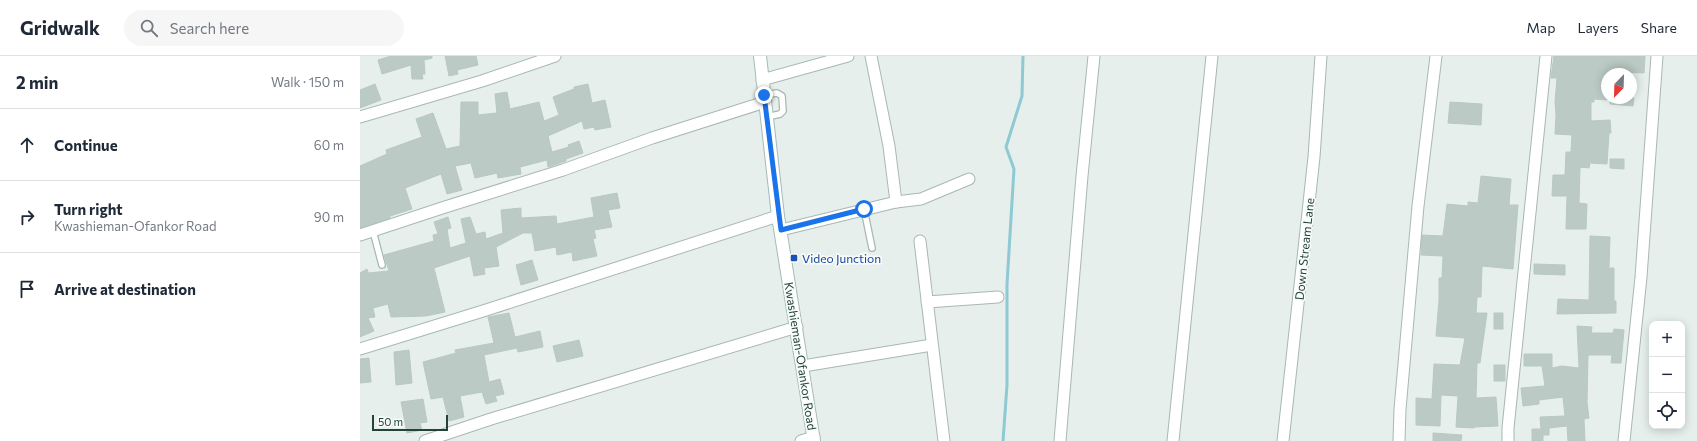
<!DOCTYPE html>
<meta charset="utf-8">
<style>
:root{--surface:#fff;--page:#f6f6f7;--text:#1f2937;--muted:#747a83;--line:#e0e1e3}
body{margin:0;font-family:Commissioner,sans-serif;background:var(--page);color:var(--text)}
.controls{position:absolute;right:12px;bottom:12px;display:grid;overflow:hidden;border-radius:8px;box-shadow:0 2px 10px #0003}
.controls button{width:36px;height:36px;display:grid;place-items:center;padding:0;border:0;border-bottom:1px solid var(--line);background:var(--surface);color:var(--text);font:20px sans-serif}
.compass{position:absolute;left:1241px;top:12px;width:36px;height:36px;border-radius:50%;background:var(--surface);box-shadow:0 2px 10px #0003;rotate:203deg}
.scale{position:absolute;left:12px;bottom:10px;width:76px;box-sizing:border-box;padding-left:4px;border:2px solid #24423a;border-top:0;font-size:11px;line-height:14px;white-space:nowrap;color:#24423a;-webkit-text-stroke:3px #f7fbf9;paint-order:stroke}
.stop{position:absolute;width:12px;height:12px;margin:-9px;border:3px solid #1a73e8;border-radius:50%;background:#fff}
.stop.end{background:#1a73e8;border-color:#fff;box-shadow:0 1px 4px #0008}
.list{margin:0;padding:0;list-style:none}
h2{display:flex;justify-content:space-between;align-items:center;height:52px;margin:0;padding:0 16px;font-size:17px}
h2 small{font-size:13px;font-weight:400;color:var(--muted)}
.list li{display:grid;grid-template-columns:26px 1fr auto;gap:12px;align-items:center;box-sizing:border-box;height:72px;padding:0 16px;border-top:1px solid var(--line)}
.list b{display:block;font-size:15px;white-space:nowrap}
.list p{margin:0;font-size:13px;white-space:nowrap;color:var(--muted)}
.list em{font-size:13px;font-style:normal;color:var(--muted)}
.icon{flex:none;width:22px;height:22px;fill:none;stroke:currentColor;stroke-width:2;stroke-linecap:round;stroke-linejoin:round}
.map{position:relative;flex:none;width:1337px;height:385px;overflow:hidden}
header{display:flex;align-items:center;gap:24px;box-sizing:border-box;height:56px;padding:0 20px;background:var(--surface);border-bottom:1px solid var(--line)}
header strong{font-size:19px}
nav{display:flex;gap:22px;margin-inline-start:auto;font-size:14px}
.search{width:280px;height:36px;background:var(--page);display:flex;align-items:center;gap:10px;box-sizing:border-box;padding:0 14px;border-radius:22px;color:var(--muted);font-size:15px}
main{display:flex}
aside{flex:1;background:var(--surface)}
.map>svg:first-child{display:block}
</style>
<header>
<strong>Gridwalk</strong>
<div class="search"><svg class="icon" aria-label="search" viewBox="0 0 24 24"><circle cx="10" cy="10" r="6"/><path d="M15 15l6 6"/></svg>Search here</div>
<nav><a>Map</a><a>Layers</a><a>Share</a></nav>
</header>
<main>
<aside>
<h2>2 min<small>Walk · 150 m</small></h2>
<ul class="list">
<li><svg class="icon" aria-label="ahead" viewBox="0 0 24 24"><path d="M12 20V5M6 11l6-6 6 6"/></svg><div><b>Continue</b></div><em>60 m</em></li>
<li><svg class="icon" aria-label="right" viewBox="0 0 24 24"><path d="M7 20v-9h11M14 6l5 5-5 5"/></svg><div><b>Turn right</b><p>Kwashieman-Ofankor Road</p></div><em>90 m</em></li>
<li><svg class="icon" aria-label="arrive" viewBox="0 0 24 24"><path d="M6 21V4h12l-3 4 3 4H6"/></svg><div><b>Arrive at destination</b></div></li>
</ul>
</aside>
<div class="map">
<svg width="1337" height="385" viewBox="0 0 1337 385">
<rect width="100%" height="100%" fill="#e6efeb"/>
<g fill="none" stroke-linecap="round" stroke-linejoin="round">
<polyline stroke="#8ec9d4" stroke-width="3" points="643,385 647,329 647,228 654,113 646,91 662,40 663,0"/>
</g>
<g fill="#bbcac4" stroke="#b8c9c2">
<polygon points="31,0 72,0 72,2 64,4 65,18 62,18 63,23 52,23 51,9 22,18 18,4"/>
<polygon points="85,0 116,0 118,9 97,14 98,18 89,20"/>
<polygon points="1194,0 1285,0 1284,17 1258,16 1258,18 1247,18 1247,44 1234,43 1234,46 1231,46 1231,65 1250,64 1251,77 1249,77 1247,108 1230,107 1229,112 1220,111 1219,147 1227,148 1226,173 1206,173 1207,140 1192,140 1193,119 1205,119 1206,96 1211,96 1212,79 1195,78 1196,59 1195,45 1197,22 1191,22"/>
<polygon points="15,28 21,44 0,52 0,34"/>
<polygon points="228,28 232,47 245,44 251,71 235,74 234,71 224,73 222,65 188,80 192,96 209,91 208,89 219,85 223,97 206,103 206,105 188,111 187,104 160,111 161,118 138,122 137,117 115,122 111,107 95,110 102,134 87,138 81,118 45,132 52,153 30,160 30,162 0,172 0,110 27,98 26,94 62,81 56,63 73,57 86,93 100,90 101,46 118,46 118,59 137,57 135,38 147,36 150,53 179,46 184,65 199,59 193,41 214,33 214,31"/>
<polygon points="1250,42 1274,42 1273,50 1250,48"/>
<polygon points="1090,46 1122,48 1121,69 1088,67"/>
<polygon points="1250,103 1264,103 1264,113 1250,112"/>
<polygon points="1121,120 1151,123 1149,149 1158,149 1153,213 1122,210 1121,241 1117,241 1116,257 1127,257 1120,307 1117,307 1116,342 1136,341 1138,370 1114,371 1114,372 1096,371 1098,340 1081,339 1080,370 1056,369 1056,342 1072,343 1074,308 1100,309 1105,282 1076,280 1079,244 1079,222 1082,222 1083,200 1061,199 1062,179 1083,180 1087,148 1108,150 1108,146 1118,147"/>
<polygon points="257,137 260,152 248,154 252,171 234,174 236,182 233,183 237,200 213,205 212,196 197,199 196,191 175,195 172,177 163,177 136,191 139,210 124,212 125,218 114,220 110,200 74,212 85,256 66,260 31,261 28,248 13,252 15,261 8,262 14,275 0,281 0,217 7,213 8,217 29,215 24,199 74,185 73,179 78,178 74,166 88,161 91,172 87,173 90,192 106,187 101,163 110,161 116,178 125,176 126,183 143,177 141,154 161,152 161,162 196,160 197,168 234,161 231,142"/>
<polygon points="1230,180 1250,181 1249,212 1254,212 1254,245 1256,245 1256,257 1197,258 1198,243 1229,244"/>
<polygon points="172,204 178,224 161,229 156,209"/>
<polygon points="1174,208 1205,209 1205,219 1174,218"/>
<polygon points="149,257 155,281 180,275 183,291 158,296 157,292 124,299 129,326 140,323 144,338 135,340 137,345 126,348 122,336 100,340 104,361 89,365 83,341 71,343 63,306 96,297 95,294 134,287 128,261"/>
<rect x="1134" y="257" width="9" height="16"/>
<polygon points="1217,270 1232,271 1231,277 1253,277 1254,273 1264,274 1261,307 1251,307 1252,299 1228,299 1227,347 1229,362 1224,363 1225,385 1208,385 1207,370 1189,372 1189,379 1183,379 1183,385 1172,385 1172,373 1181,373 1180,361 1205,360 1203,341 1179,344 1179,348 1163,350 1161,332 1185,330 1182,310 1164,310 1164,298 1192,298 1192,312 1202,310 1219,312"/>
<polygon points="219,284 223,300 197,306 193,290"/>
<polygon points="49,294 52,327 36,329 34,296"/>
<polygon points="9,302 11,326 0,327 0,303"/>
<rect x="1134" y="309" width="11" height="16"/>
<polygon points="63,343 67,366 60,367 62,374 47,377 41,346"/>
<polygon points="1073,377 1102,379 1101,385 1073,385"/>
</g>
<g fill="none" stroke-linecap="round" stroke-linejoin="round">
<defs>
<g id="lane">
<polyline points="404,39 417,37 422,40 423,55 420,58 407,61"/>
<polyline points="504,153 512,192"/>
<polyline points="13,175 22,209"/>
</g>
<g id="street">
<polyline points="511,0 529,90 536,146"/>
<polyline points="402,24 488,0"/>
<polyline points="0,61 122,25 195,0"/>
<polyline points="421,174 536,146 561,143 609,123"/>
<polyline points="0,179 82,152 203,114 292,82 405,46"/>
<polyline points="560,185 584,385"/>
<polyline points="567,246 638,241"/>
<polyline points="0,293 123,255 418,160"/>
<polyline points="443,310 572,289"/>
<polyline points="65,385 131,363 437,271"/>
<polyline points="441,385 454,381"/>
<polyline points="700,385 722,120 734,0"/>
<polyline points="813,385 852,0"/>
<polyline points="923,385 954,101 961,0"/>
<polyline points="1039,385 1040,353 1058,150 1076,0"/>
<polyline points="1148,385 1148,372 1186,0"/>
<polyline points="1264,385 1281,221 1297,0"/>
</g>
<polyline id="secondary" points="400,0 418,160 454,385"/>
</defs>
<use href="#lane" stroke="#a8b8b2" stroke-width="8"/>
<use href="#street" stroke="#a8b8b2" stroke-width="13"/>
<use href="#secondary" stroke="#a4bbb3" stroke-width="14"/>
<use href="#lane" stroke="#fff" stroke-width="5.5"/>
<use href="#street" stroke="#fff" stroke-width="11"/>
<use href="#secondary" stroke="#fff" stroke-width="12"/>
</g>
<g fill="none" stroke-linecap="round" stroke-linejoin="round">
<polyline stroke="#1a73e8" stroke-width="5" points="404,39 421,174 504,153"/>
</g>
<rect fill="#1a4fb4" stroke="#f7fbf9" stroke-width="1.5" x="430" y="198" width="8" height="8" rx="2"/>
<g text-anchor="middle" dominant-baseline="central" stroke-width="3.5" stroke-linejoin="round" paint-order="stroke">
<g font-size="12" fill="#24423a" stroke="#f7fbf9">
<text transform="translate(944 193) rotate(-84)">Down Stream Lane</text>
<text transform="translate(441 300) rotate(81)">Kwashieman-Ofankor Road</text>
</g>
<g font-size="12" fill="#164399" stroke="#f7fbf9" text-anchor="start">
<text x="442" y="202">Video Junction</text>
</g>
</g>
</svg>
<div class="controls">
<button>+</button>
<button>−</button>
<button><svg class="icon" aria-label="locate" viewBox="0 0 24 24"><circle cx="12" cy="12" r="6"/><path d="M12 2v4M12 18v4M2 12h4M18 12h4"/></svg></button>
</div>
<svg class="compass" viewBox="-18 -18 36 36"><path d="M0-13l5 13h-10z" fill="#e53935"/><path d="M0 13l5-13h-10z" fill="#747a83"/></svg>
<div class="scale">50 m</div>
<div class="stop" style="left:504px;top:153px"></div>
<div class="stop end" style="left:404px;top:39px"></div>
</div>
</main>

## WHAT YOU ARE ASKED TO DO
Wherever the string "compass" appears in the entries, copy that line.

## EXERCISE RESPONSE
.compass{position:absolute;left:1241px;top:12px;width:36px;height:36px;border-radius:50%;background:var(--surface);box-shadow:0 2px 10px #0003;rotate:203deg}
<svg class="compass" viewBox="-18 -18 36 36"><path d="M0-13l5 13h-10z" fill="#e53935"/><path d="M0 13l5-13h-10z" fill="#747a83"/></svg>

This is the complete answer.